(Task goal) Find the lines below holding the word "page" and copy each of them.

----- Extracted information

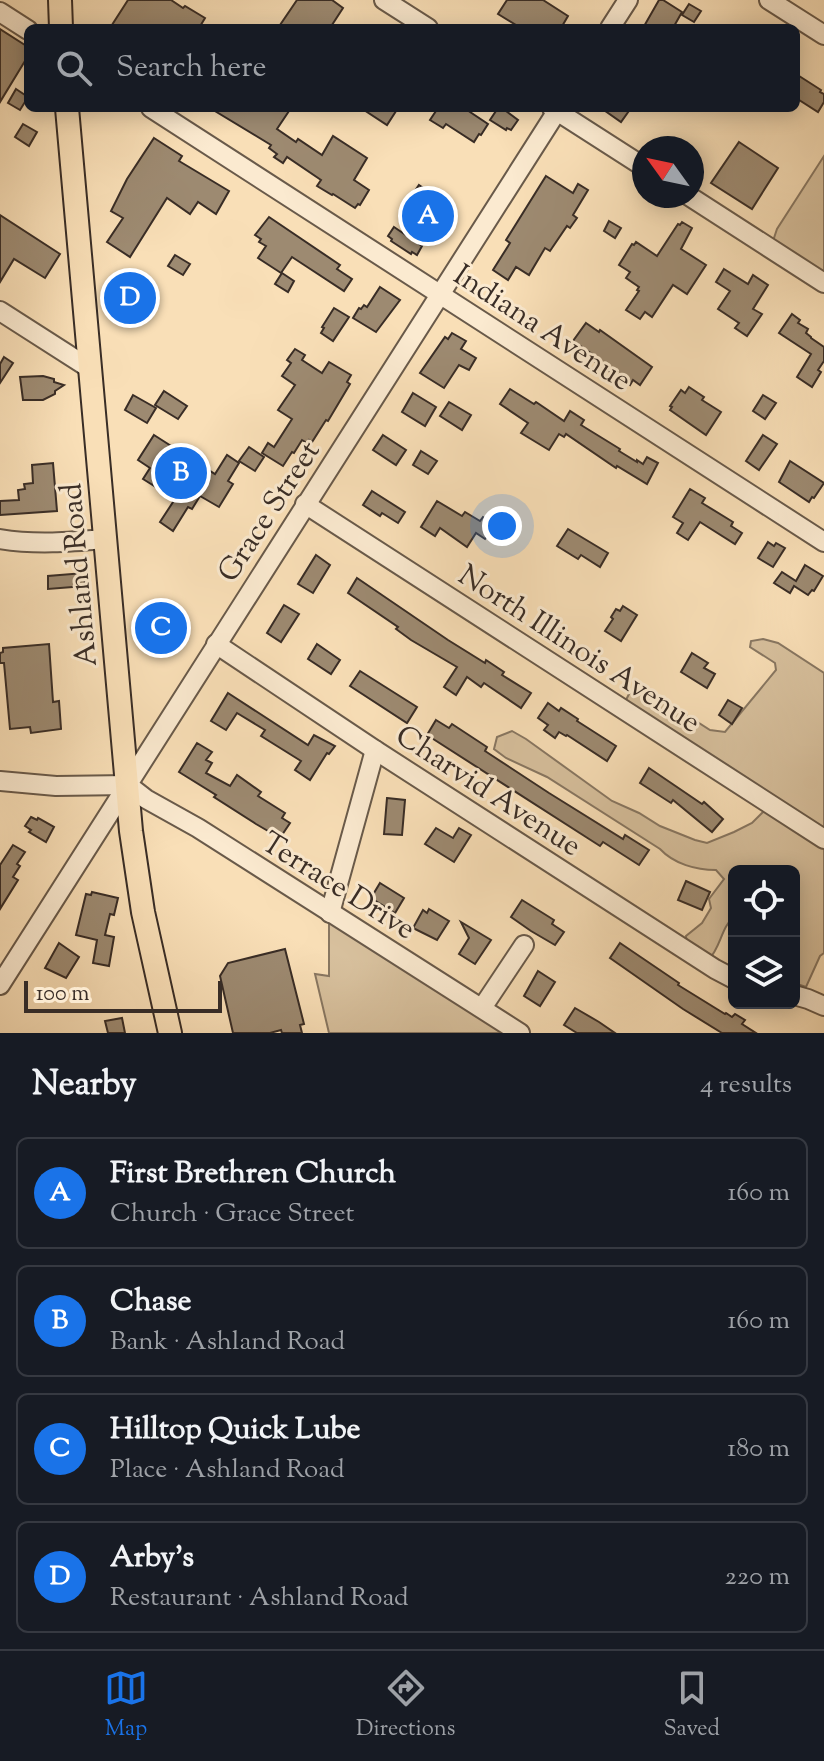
<!DOCTYPE html>
<html lang="en">
<head>
<meta charset="utf-8">
<style>
	:root { --surface:#171b24; --page:#20242c; --text:#f1f3f6; --muted:#9ea1a6; --line:#363941; --accent:#1a73e8 }
	body { margin:0; font-family:"Sorts Mill Goudy",serif; background:var(--page); color:var(--text) }
	.controls { position:absolute; right:24px; bottom:24px; display:grid; overflow:hidden; border-radius:12px; box-shadow:0 4px 20px #0003 }
	.controls button { width:72px; height:72px; display:grid; place-items:center; padding:0; border:0; border-bottom:2px solid var(--line); background:var(--surface); color:var(--text); font:40px sans-serif }
	.compass { position:absolute; left:632px; top:136px; width:72px; height:72px; border-radius:50%; background:var(--surface); box-shadow:0 4px 20px #0003; rotate:303deg }
	.scale { position:absolute; left:24px; bottom:20px; width:198px; box-sizing:border-box; padding-left:8px; border:4px solid #392d26; border-top:0; font-size:22px; line-height:28px; white-space:nowrap; color:#392d26; -webkit-text-stroke:6px #fbead0; paint-order:stroke }
	.you { position:absolute; left:502px; top:526px; width:28px; height:28px; margin:-20px; border:6px solid #fff; border-radius:50%; background:#1a73e8; box-shadow:0 0 0 12px #1a73e833 }
	.badge { display:grid; place-items:center; width:52px; height:52px; border-radius:50%; background:var(--accent); color:#fff; font-size:26px; font-weight:700 }
	.pin { position:absolute; translate:-50% -50%; border:4px solid #fff; box-shadow:0 2px 8px #0006 }
	.list { margin:0; padding:0; list-style:none }
	h2 { display:flex; justify-content:space-between; align-items:center; height:104px; margin:0; padding:0 32px; font-size:34px }
	h2 small { font-size:26px; font-weight:400; color:var(--muted) }
	.list li { display:grid; grid-template-columns:52px 1fr auto; gap:24px; align-items:center; box-sizing:border-box; height:112px; margin:0 16px 16px; padding:0 16px; border:2px solid var(--line); border-radius:12px }
	.list b { display:block; font-size:30px; white-space:nowrap }
	.list p { margin:0; font-size:26px; white-space:nowrap; color:var(--muted) }
	.list em { font-size:26px; font-style:normal; color:var(--muted) }
	.icon { flex:none; width:44px; height:44px; fill:none; stroke:currentColor; stroke-width:2; stroke-linecap:round; stroke-linejoin:round }
	.map { position:relative; flex:none; width:824px; height:1033px; overflow:hidden }
	.search { position:absolute; background:var(--surface); box-shadow:0 4px 20px #0003; left:24px; right:24px; top:24px; height:88px; display:flex; align-items:center; gap:20px; box-sizing:border-box; padding:0 28px; border-radius:12px; color:var(--muted); font-size:30px }
	.sheet { height:616px; background:var(--surface) }
	nav { display:flex; justify-content:space-around; align-items:center; box-sizing:border-box; height:112px; border-top:2px solid var(--line); background:var(--surface); font-size:22px; color:var(--muted) }
	nav a { display:grid; justify-items:center; gap:4px }
	nav .on { color:var(--accent) }
	.map>svg:first-child { display:block }
	.green { fill:#d8c19e; stroke:#887762; stroke-width:2 }
	.building { fill:#9d8a71; stroke:#392d26; stroke-width:2 }
	.lines { fill:none; stroke-linecap:round; stroke-linejoin:round }
	.minor-casing { stroke:#695a4a; stroke-width:22 }
	.major-casing { stroke:#392d26; stroke-width:26 }
	.minor { stroke:#fbead0; stroke-width:18 }
	.major { stroke:#f9dfb7; stroke-width:22 }
	.labels { text-anchor:middle; stroke-width:6; stroke-linejoin:round; paint-order:stroke }
	.street-label { font-size:30px; fill:#392d26; stroke:#fbead0 }
</style>
</head>
<body>
<div class="map">
<svg width="824" height="1033" viewBox="0 0 824 1033">
	<rect width="100%" height="100%" fill="#f9dfb7"/>
	<filter id="stains"><feTurbulence type="fractalNoise" baseFrequency=".0025" numOctaves="4"/><feColorMatrix values="0 0 0 0 .2 0 0 0 0 .09 0 0 0 0 .02 0 0 0 .5 -.17"/></filter>
	<radialGradient id="worn" r=".72"><stop offset=".6" stop-color="#630" stop-opacity="0"/><stop offset="1" stop-color="#630" stop-opacity=".3"/></radialGradient>
	<g class="green">
		<path d="M824 156V274L773 241 777 229Z"/>
		<path d="M763 639 778 643 824 673V832L624 704 630 692 640 685 710 730 725 732 776 670 775 663 750 647 751 641Z"/>
		<path d="M512 731 526 739 612 801 639 813 660 826 695 840 707 843 734 832 752 823 766 809 824 847V953L820 956 806 987 794 983V871H734V917C721 927 721 947 709 959L687 945 686 936 702 923 711 908 709 899 724 879 716 870C696 870 674 864 660 849L547 777 506 758 494 749 497 737Z"/>
		<path d="M329 918 510 1033H329L315 974 329 976Z"/>
	</g>
	<g class="building">
		<path d="M128 0H171L183 8 185 6 205 18 199 28H110Z"/>
		<path d="M297 0H332L343 8 330 28H278Z"/>
		<path d="M507 0H543L568 16 561 28H521L498 14Z"/>
		<path d="M659 0H663L682 12 673 28H643Z"/>
		<path d="M689 4 701 11 694 22 682 15Z"/>
		<path d="M0 29 28 47V56L0 102Z"/>
		<path d="M796 74 821 90 820 92 824 94V102L818 112 796 98Z"/>
		<path d="M16 89 28 97 20 110 8 103Z"/>
		<path d="M210 108H291L277 129 296 142 298 139 322 155 333 136 367 158 354 180 369 190 360 205 358 204 355 208 333 194 332 195 317 186 321 180 287 157 283 163 274 157 277 154 269 148 271 145Z"/>
		<path d="M361 108H398L387 125Z"/>
		<path d="M438 108H464L488 124 481 135 479 134 474 142 446 124 443 128 430 120Z"/>
		<path d="M498 108H502L518 120 511 130 507 128 506 130 490 120Z"/>
		<path d="M601 108H631L621 122Z"/>
		<path d="M23 124 37 132 29 146 15 137Z"/>
		<path d="M154 138 182 156 179 161 229 191 216 214 198 202 190 214 167 198 130 257 107 242 123 218 111 211 127 179Z"/>
		<path d="M739 142 778 168 752 209 711 183Z"/>
		<path d="M546 176 573 193 578 184 588 190 573 215 577 218 570 228 567 226 550 251 545 248 529 275 516 267 508 280 493 270 510 243 506 240Z"/>
		<path d="M419 185 454 209 444 224 447 226 441 235 409 214 415 205 408 201Z"/>
		<path d="M0 215 60 254 45 278 14 259 0 282Z"/>
		<path d="M269 217 340 265 337 269 352 279 344 291 292 257 281 273 258 258 266 246 259 242 261 239 255 235Z"/>
		<path d="M609 221 621 228 615 238 604 231Z"/>
		<path d="M682 222 692 228 681 249 706 265 687 294 673 285 652 317 645 312 640 319 626 310 639 291 637 290 639 287 626 278 630 272 619 265 632 244 634 245 636 242 657 256 678 224 680 225Z"/>
		<path d="M394 227 422 246 417 255 412 252 411 254 391 241 392 239 388 236Z"/>
		<path d="M175 255 190 264 183 275 168 266Z"/>
		<path d="M724 269 748 284 753 275 768 285 753 309 762 314 747 336 735 328 739 323 718 309 730 291 716 282Z"/>
		<path d="M282 273 294 281 288 292 275 284Z"/>
		<path d="M380 287 400 300 376 332 353 318 359 308 361 309 364 305 367 307Z"/>
		<path d="M334 308 349 317 333 341 321 333 324 328 322 327Z"/>
		<path d="M792 314 800 320 798 323 808 329 806 333 811 337V338L824 347V361L818 370 821 372 812 387 797 377 811 354 779 333Z"/>
		<path d="M586 323 599 332 600 330 652 367 640 385 633 380 630 385 601 366 594 361 596 358 595 356 573 341Z"/>
		<path d="M452 333 466 341 461 349 476 358 469 370 459 365 444 388 420 373 445 337 448 339Z"/>
		<path d="M295 349 305 355 302 360 322 373 329 362 351 375 347 382 350 384 328 421 326 420 312 442 309 440 307 443 302 440 294 453 292 452 283 466 262 453 268 443 274 447 292 419 278 410 295 385 282 376 291 363 287 360Z"/>
		<path d="M4 357 13 363 0 383V364Z"/>
		<path d="M43 376 54 379V382L64 385 55 391V394L43 400H23L20 377Z"/>
		<path d="M689 387 704 397 702 400 721 412 706 435 670 410 672 407 670 406 681 390 685 393Z"/>
		<path d="M510 389 534 404 536 402 564 421 570 411 584 420 581 425 620 449 619 451 637 462V460L643 464 647 457 658 463 647 484 617 466 616 468 566 434 564 437 559 434 549 450 521 433 528 423 500 404Z"/>
		<path d="M164 391 187 406 178 419 155 405Z"/>
		<path d="M413 393 436 407 425 426 402 412Z"/>
		<path d="M133 395 156 408 147 423 125 410Z"/>
		<path d="M763 395 776 403 765 419 753 411Z"/>
		<path d="M449 402 471 415 462 430 440 416Z"/>
		<path d="M154 435 215 474 227 455 239 463 228 481 233 484 219 507 200 496 192 509 188 507 173 531 160 522 175 499 143 479 150 468 138 460Z"/>
		<path d="M383 435 406 450 396 465 373 450Z"/>
		<path d="M763 435 777 444 759 470 746 461Z"/>
		<path d="M249 447 264 457 255 471 239 461Z"/>
		<path d="M421 451 437 461 428 474 413 465Z"/>
		<path d="M790 461 824 483 814 498 812 497 809 502 779 482Z"/>
		<path d="M53 463 57 511 0 515V501L19 500 18 490 25 489 24 484 33 483 32 465Z"/>
		<path d="M690 489 705 498 702 503 733 522 731 526 742 533 735 544 700 522 688 540 677 533 683 523 673 517Z"/>
		<path d="M372 491 405 512 398 523 382 513 380 516 363 505Z"/>
		<path d="M437 501 462 516 465 512 480 521 483 517 495 525 485 539 476 533 467 547 440 528 435 536 421 527Z"/>
		<path d="M568 529 608 553 600 567 581 555 578 559 557 546Z"/>
		<path d="M768 542 774 546 776 543 785 548 773 567 758 558Z"/>
		<path d="M316 555 330 565 313 593 298 584Z"/>
		<path d="M805 565 823 576 814 591 812 590 808 595 794 586 790 593 774 583 782 572 796 581Z"/>
		<path d="M84 573 85 586 48 589V576Z"/>
		<path d="M357 578 448 640 485 663 486 660 504 672 502 675 531 693 521 708 484 683 481 687 467 677 456 695 444 687 457 667 411 640 396 629 398 627 348 593Z"/>
		<path d="M284 605 299 614 281 642 267 633Z"/>
		<path d="M623 606 637 615 621 641 605 631 613 619 611 617 616 609 620 611Z"/>
		<path d="M152 614 177 629 169 643 153 634 154 632 145 627Z"/>
		<path d="M49 644 53 702 59 701 61 729 31 733 30 727 10 729 4 663H0V653L3 652V648Z"/>
		<path d="M317 644 340 660 331 674 308 659Z"/>
		<path d="M692 653 708 663 704 668 715 674 707 688 681 672Z"/>
		<path d="M360 671 417 707 407 723 350 686Z"/>
		<path d="M228 693 308 745 314 735 335 746 329 754 327 753 310 780 295 770 301 761 261 736 265 730 237 713 226 730 211 721Z"/>
		<path d="M728 700 742 708 732 724 719 715Z"/>
		<path d="M548 703 559 711 561 708 578 719 577 721 616 746 607 761 567 735 566 736 559 732 555 738 544 730 548 725 538 718Z"/>
		<path d="M436 720 449 728 452 724 487 747 485 751 549 793 623 839 625 835 649 850 639 865 603 842 600 846 427 735Z"/>
		<path d="M197 743 212 752 206 760 212 763 206 773 230 786 237 775 261 792 258 796 285 813 282 818 290 823 280 838 256 824 214 797 216 795 179 772Z"/>
		<path d="M649 768 702 804 704 802 723 819 712 832 673 800 671 803 640 783Z"/>
		<path d="M387 798 405 800 402 835 384 834Z"/>
		<path d="M31 817 37 820 38 818 54 827 46 842 29 832 31 830 25 826Z"/>
		<path d="M436 828 453 838 459 828 471 835 454 862 425 844Z"/>
		<path d="M13 845 25 852 17 864 20 866 13 877 18 880 0 909V865Z"/>
		<path d="M686 881 710 892 702 910 678 900Z"/>
		<path d="M380 883 404 898 395 913 371 898Z"/>
		<path d="M92 892 118 898 114 915 110 914 105 935 114 937 109 966 93 963 97 940 76 935 86 894 91 895Z"/>
		<path d="M522 900 554 920 552 924 564 932 555 945 531 931 511 917Z"/>
		<path d="M429 909 449 921 437 940 413 928 423 910 427 913Z"/>
		<path d="M461 922 491 940 475 964 459 954 469 938Z"/>
		<path d="M59 943 79 957 66 978 45 968Z"/>
		<path d="M620 943 679 983 678 985 725 1014 726 1013 732 1017 735 1014 745 1020 742 1024 756 1033H722L683 1009 610 958Z"/>
		<path d="M285 949 304 1024 300 1025 302 1033H282L281 1030 270 1033H233L220 976 228 963Z"/>
		<path d="M538 971 555 982 540 1006 524 996Z"/>
		<path d="M575 1008 599 1022 615 1033H577L564 1025Z"/>
		<path d="M122 1018 125 1033H108L105 1021Z"/>
	</g>
	<g class="lines">
		<g class="minor-casing">
			<g id="minor">
				<path d="M384 0 428 28"/>
				<path d="M769 0 824 35"/>
				<path d="M0 12 28 30"/>
				<path d="M610 28 628 0"/>
				<path d="M151 108 824 542"/>
				<path d="M552 108 644 167"/>
				<path d="M689 196 824 283"/>
				<path d="M0 311 89 368"/>
				<path d="M305 504 824 839"/>
				<path d="M0 539C35 545 70 542 105 539"/>
				<path d="M216 644 375 750 715 969 734 979"/>
				<path d="M0 781 56 786 128 785"/>
				<path d="M128 785 146 799 198 828 520 1033"/>
				<path d="M330 913 375 750"/>
				<path d="M0 985 559 108"/>
				<path d="M794 995 808 999 824 1006"/>
				<path d="M482 1008 524 945"/>
			</g>
		</g>
		<g class="major-casing">
			<g id="major">
				<path d="M60 0 61 28"/>
				<path d="M67 108 131 831 143 912 170 1033"/>
			</g>
		</g>
		<use href="#minor" class="minor"/>
		<use href="#major" class="major"/>
	</g>
	<g class="labels">
		<g class="street-label">
			<text transform="translate(543 327) rotate(33)" y="10">Indiana Avenue</text>
			<text transform="translate(268 511) rotate(-57)" y="10">Grace Street</text>
			<text transform="translate(78 575) rotate(-95)" y="10">Ashland Road</text>
			<text transform="translate(580 648) rotate(33)" y="10">North Illinois Avenue</text>
			<text transform="translate(489 790) rotate(33)" y="10">Charvid Avenue</text>
			<text transform="translate(339 885) rotate(32)" y="10">Terrace Drive</text>
		</g>
	</g>
	<rect width="100%" height="100%" filter="url(#stains)"/>
	<rect width="100%" height="100%" fill="url(#worn)"/>
</svg>
<div class="controls">
<button><svg class="icon" aria-label="locate" viewBox="0 0 24 24"><circle cx="12" cy="12" r="6"/><path d="M12 2v4M12 18v4M2 12h4M18 12h4"/></svg></button>
<button><svg class="icon" aria-label="layers" viewBox="0 0 24 24"><path d="M12 4l9 5-9 5-9-5zM3 14l9 5 9-5"/></svg></button>
</div>
<svg class="compass" viewBox="-18 -18 36 36"><path d="M0-13l5 13h-10z" fill="#e53935"/><path d="M0 13l5-13h-10z" fill="#9ea1a6"/></svg>
<div class="scale">100 m</div>
<div class="you"></div>
<div class="pin badge" style="left:428px;top:216px">A</div>
<div class="pin badge" style="left:181px;top:473px">B</div>
<div class="pin badge" style="left:161px;top:628px">C</div>
<div class="pin badge" style="left:130px;top:298px">D</div>
<div class="search"><svg class="icon" aria-label="search" viewBox="0 0 24 24"><circle cx="10" cy="10" r="6"/><path d="M15 15l6 6"/></svg>Search here</div>
</div>
<section class="sheet">
<h2>Nearby<small>4 results</small></h2>
<ul class="list">
<li><span class="badge">A</span><div><b>First Brethren Church</b><p>Church · Grace Street</p></div><em>160 m</em></li>
<li><span class="badge">B</span><div><b>Chase</b><p>Bank · Ashland Road</p></div><em>160 m</em></li>
<li><span class="badge">C</span><div><b>Hilltop Quick Lube</b><p>Place · Ashland Road</p></div><em>180 m</em></li>
<li><span class="badge">D</span><div><b>Arby's</b><p>Restaurant · Ashland Road</p></div><em>220 m</em></li>
</ul>
</section>
<nav>
<a class="on"><svg class="icon" aria-label="map" viewBox="0 0 24 24"><path d="M3 6l6-2 6 2 6-2v14l-6 2-6-2-6 2zM9 4v14M15 6v14"/></svg>Map</a>
<a><svg class="icon" aria-label="directions" viewBox="0 0 24 24"><path d="M12 3l9 9-9 9-9-9zM9 14v-3h6M13 9l2 2-2 2"/></svg>Directions</a>
<a><svg class="icon" aria-label="saved" viewBox="0 0 24 24"><path d="M7 4h10v16l-5-4-5 4z"/></svg>Saved</a>
</nav>
</body>
</html>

----------

(Written solution)
	:root { --surface:#171b24; --page:#20242c; --text:#f1f3f6; --muted:#9ea1a6; --line:#363941; --accent:#1a73e8 }
	body { margin:0; font-family:"Sorts Mill Goudy",serif; background:var(--page); color:var(--text) }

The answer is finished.